Cendres

LA PRATIQUE DE LA CRÉMATION DES MORTS, qui était de rigueur au Ier siècle de l’ère chrétienne, n’était déjà plus qu’exceptionnelle au IV . Personne n’a expliqué la cause de cette évolution, même si l’on s’accorde maintenant à dire qu’on ne peut l’attribuer, comme on l’a longtemps fait, à l’essor de la religion chrétienne. Il est vrai que certains des premiers chrétiens s’opposaient à la crémation et que leurs adversaires païens établissaient un lien entre cette étrange croyance des chrétiens en la résurrection et le besoin qu’ils avaient d’enterrer leurs morts. Mais la conviction que l’on avait plus ou moins de chances de trouver le bonheur dans l’au-delà selon que l’on avait été brûlé, enterré ou dévoré par un lion n’avait aucun fondement théologique. La nouvelle religion était de toute façon trop peu répandue en ces premiers temps de l’Église pour qu’elle ait pu avoir une influence aussi grande sur les pratiques funéraires. 

Du temps de Charlemagne, au IXe siècle, l’inhumation était déjà identifiée comme la manière chrétienne de se débarrasser des corps, et l’on associait la crémation aux pratiques païennes. L’empereur fit pression sur les tribus germaniques fraîchement converties pour qu’elles laissent définitivement s’éteindre leurs bûchers funéraires. 

Au XIe siècle, pour ce qui est de l’Europe dans son ensemble et bien plus tôt dans certains endroits, il n’était déjà plus concevable de mettre un corps ailleurs qu’au cimetière. Se voir refuser l’enterrement en terre consacrée et les derniers sacrements était considéré comme la conséquence la plus terrible de l’excommunication ou du suicide. Seuls les hérétiques, les sorcières et autres mécréants de la pire espèce étaient brûlés — vifs, évidemment — et leurs cendres dispersées pour symboliser l’éradication complète du mal qu’ils incarnaient. Aux yeux de ceux qui, au XVIIIe siècle, recommandèrent les premiers le retour à la crémation, peu importait de savoir précisément pourquoi et comment le monde antique avait cessé de brûler ses morts. L’important, c’était que les chrétiens pratiquaient l’inhumation depuis plus d’un millénaire. 

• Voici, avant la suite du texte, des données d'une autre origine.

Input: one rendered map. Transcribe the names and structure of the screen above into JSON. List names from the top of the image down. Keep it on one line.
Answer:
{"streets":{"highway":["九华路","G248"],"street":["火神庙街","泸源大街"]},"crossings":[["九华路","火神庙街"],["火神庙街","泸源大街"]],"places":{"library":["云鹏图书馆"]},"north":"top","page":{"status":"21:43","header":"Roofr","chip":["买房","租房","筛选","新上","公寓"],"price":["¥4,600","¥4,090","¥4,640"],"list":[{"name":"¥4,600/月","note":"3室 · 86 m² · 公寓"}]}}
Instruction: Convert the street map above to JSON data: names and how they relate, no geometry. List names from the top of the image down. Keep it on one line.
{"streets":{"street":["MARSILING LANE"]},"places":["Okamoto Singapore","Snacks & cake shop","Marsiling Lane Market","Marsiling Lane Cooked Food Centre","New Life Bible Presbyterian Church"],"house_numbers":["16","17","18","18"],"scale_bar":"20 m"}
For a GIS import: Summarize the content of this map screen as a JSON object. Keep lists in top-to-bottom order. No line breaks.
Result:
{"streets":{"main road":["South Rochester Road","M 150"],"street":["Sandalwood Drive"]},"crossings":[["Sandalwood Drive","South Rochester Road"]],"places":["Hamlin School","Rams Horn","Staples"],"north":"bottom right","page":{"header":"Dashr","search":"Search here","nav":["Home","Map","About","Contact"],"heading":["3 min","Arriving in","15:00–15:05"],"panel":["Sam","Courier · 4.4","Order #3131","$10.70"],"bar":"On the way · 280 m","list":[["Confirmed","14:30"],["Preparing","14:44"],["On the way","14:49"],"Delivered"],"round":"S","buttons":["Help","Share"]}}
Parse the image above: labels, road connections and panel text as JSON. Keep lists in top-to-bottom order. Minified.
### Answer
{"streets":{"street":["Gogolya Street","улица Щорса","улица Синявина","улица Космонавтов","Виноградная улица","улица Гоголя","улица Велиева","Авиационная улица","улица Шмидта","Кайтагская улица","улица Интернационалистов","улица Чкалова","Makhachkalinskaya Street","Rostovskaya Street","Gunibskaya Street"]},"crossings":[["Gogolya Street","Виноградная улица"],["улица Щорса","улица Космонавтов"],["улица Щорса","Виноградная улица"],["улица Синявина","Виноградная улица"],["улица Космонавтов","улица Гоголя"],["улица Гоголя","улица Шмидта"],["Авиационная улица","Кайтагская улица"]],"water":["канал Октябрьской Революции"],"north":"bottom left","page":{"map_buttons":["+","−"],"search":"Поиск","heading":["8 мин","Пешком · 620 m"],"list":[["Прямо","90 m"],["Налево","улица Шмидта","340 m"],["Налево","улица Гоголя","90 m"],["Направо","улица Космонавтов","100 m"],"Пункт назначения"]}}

Le feu et la cendre se retrouvèrent donc en première ligne d’une guerre culturelle: puisque les chrétiens avaient supprimé la crémation, la remettre à l’honneur au XVIIIe et au XIXe siècles était une manière de rendre hommage au monde antique que l’on avait perdu, et de rejeter avec plus ou moins de violence le nouvel ordre qui l’avait supplanté. On dit que Frédéric le Grand, toujours prêt à afficher ses convictions philosophiques, demanda à être « brûlé selon les usages des Romains ». On n’en fit évidemment rien. Il ne parvint même pas à être enterré conformément à sa volonté, avec ses chiens dans le parc de Sans Souci. (Frédéric II resta inhumé dans l’église de la caserne de Potsdam aux côtés d’un père qu’il détestait, presque jusqu’à la fin de la Deuxième Guerre mondiale. Ce ne fut que quarante-six ans plus tard, en 1991, que son vœu de reposer auprès de ses chiens de chasse fut exaucé.) Cependant une de ses tantes eut plus de chance : en 1752, elle fut incinérée « pour des raisons esthétiques ». Ce fut peut-être la première crémation de l’histoire de l’occident moderne.